Saved data entries:
○ ○ ○ ○ ○

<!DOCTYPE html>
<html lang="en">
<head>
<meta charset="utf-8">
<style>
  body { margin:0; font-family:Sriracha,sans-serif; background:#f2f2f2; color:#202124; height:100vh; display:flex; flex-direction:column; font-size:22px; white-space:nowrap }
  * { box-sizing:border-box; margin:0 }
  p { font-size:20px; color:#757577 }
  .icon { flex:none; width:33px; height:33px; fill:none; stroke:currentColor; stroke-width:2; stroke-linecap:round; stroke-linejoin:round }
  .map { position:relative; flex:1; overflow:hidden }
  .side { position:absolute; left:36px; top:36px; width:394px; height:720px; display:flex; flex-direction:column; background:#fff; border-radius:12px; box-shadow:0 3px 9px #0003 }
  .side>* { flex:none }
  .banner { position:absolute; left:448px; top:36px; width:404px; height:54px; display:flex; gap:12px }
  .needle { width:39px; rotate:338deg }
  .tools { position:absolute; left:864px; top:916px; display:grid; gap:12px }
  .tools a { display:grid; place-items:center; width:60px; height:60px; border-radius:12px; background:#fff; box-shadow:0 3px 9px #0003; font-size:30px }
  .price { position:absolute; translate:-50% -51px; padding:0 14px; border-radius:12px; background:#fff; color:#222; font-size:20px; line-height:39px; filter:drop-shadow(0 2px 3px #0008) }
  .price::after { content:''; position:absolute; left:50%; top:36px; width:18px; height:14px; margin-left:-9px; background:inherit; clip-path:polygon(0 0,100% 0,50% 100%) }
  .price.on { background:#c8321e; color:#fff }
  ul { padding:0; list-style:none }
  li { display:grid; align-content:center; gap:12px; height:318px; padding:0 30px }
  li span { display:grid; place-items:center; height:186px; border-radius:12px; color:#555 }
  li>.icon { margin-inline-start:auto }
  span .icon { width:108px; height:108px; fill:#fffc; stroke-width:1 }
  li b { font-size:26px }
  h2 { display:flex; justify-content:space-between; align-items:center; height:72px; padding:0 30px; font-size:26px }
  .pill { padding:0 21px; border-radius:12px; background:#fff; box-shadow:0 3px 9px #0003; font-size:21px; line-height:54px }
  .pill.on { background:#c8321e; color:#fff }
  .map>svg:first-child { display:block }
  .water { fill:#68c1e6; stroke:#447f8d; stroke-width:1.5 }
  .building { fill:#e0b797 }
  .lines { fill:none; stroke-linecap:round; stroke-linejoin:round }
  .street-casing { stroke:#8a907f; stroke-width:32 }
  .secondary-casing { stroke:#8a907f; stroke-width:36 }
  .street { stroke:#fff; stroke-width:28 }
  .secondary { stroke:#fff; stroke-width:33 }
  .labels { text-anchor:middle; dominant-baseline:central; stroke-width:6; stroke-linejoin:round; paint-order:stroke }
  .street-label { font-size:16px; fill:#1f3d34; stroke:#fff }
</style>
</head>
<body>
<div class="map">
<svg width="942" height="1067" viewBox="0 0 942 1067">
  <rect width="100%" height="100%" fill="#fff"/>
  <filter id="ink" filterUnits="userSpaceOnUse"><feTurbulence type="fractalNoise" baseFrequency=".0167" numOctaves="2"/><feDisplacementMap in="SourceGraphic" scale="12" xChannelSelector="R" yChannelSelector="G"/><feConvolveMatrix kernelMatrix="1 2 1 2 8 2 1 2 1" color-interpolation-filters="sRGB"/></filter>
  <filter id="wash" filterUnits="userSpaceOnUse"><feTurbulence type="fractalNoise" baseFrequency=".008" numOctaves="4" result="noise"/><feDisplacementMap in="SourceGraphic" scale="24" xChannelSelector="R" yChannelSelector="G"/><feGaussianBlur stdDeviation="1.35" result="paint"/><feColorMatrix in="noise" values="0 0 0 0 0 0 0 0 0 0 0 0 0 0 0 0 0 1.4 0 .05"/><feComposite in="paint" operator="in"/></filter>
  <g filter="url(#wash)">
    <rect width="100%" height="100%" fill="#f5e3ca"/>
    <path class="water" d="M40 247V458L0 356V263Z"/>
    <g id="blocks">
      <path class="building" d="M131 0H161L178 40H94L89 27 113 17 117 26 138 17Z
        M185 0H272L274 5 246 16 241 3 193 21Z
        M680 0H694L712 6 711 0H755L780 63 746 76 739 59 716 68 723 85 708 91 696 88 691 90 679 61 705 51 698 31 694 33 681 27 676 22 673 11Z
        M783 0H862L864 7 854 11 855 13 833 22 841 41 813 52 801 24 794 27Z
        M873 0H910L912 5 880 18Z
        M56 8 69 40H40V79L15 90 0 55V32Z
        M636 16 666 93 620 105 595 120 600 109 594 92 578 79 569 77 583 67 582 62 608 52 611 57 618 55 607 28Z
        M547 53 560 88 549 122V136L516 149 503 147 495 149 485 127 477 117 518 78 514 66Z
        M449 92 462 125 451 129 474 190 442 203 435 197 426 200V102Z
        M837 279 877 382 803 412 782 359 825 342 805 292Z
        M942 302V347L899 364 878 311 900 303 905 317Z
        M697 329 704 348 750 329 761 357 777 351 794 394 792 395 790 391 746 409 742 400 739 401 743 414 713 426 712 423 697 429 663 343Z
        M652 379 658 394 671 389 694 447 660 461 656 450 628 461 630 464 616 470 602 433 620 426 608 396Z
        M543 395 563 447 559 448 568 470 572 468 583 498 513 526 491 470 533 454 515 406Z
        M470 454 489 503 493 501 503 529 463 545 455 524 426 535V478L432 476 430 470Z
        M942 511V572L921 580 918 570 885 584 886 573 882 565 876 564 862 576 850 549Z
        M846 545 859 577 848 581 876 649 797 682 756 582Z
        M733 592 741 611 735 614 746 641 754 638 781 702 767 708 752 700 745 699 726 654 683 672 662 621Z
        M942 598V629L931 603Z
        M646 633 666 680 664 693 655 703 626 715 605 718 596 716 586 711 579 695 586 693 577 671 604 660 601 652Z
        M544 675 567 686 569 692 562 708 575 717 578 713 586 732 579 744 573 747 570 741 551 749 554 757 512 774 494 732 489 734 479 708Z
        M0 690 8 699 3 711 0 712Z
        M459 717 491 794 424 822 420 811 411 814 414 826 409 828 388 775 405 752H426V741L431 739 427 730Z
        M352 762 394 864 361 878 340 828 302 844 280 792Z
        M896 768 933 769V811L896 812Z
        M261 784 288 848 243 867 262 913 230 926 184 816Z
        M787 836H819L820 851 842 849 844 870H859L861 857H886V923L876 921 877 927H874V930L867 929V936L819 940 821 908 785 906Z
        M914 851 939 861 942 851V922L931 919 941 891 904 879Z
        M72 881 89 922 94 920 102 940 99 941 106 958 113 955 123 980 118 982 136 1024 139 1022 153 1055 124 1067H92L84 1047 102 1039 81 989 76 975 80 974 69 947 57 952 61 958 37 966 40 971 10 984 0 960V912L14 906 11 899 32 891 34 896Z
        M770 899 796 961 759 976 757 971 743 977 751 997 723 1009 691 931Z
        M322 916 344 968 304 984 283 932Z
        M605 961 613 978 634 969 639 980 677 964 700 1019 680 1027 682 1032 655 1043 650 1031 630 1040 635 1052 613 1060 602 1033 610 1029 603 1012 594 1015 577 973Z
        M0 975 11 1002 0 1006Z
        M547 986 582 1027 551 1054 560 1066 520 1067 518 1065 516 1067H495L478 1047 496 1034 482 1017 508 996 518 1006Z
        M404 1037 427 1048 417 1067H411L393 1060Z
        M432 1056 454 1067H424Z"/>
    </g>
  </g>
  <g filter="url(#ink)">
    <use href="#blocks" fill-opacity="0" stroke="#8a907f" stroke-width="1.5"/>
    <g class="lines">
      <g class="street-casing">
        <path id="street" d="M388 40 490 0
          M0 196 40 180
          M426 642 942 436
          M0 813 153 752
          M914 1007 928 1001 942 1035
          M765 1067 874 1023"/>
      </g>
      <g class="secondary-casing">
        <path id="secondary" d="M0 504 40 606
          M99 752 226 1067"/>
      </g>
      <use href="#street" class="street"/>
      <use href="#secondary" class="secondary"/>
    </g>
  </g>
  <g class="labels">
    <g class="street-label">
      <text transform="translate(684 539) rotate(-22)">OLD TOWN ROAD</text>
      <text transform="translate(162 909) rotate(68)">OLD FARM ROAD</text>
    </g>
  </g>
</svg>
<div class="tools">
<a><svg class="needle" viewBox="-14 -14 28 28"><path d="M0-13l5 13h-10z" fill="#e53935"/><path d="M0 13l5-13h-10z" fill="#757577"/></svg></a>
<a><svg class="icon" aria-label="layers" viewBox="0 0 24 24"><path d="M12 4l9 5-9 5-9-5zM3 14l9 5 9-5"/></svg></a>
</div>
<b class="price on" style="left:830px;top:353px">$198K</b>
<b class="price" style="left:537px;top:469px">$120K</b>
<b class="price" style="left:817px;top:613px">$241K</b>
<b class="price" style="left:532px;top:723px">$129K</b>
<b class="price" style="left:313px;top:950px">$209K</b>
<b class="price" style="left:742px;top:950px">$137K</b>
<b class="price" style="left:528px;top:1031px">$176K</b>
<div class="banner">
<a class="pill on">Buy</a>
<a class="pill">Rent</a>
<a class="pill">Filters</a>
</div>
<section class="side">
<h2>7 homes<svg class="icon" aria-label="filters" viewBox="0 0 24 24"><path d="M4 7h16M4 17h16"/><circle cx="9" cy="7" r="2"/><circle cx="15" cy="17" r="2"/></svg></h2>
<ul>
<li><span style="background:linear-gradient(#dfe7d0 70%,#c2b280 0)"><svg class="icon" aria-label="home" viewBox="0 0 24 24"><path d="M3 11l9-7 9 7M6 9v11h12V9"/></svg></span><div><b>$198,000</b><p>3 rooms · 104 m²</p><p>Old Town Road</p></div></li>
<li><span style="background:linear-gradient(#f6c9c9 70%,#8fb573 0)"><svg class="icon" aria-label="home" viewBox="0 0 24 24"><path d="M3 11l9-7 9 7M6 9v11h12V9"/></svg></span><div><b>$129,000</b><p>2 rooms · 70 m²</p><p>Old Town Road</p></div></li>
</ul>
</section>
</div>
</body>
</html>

○ ○ ○ ○ ○

Lines containing the word "SourceGraphic" must be found in the data above and copied.

Output of the exercise:
  <filter id="ink" filterUnits="userSpaceOnUse"><feTurbulence type="fractalNoise" baseFrequency=".0167" numOctaves="2"/><feDisplacementMap in="SourceGraphic" scale="12" xChannelSelector="R" yChannelSelector="G"/><feConvolveMatrix kernelMatrix="1 2 1 2 8 2 1 2 1" color-interpolation-filters="sRGB"/></filter>
  <filter id="wash" filterUnits="userSpaceOnUse"><feTurbulence type="fractalNoise" baseFrequency=".008" numOctaves="4" result="noise"/><feDisplacementMap in="SourceGraphic" scale="24" xChannelSelector="R" yChannelSelector="G"/><feGaussianBlur stdDeviation="1.35" result="paint"/><feColorMatrix in="noise" values="0 0 0 0 0 0 0 0 0 0 0 0 0 0 0 0 0 1.4 0 .05"/><feComposite in="paint" operator="in"/></filter>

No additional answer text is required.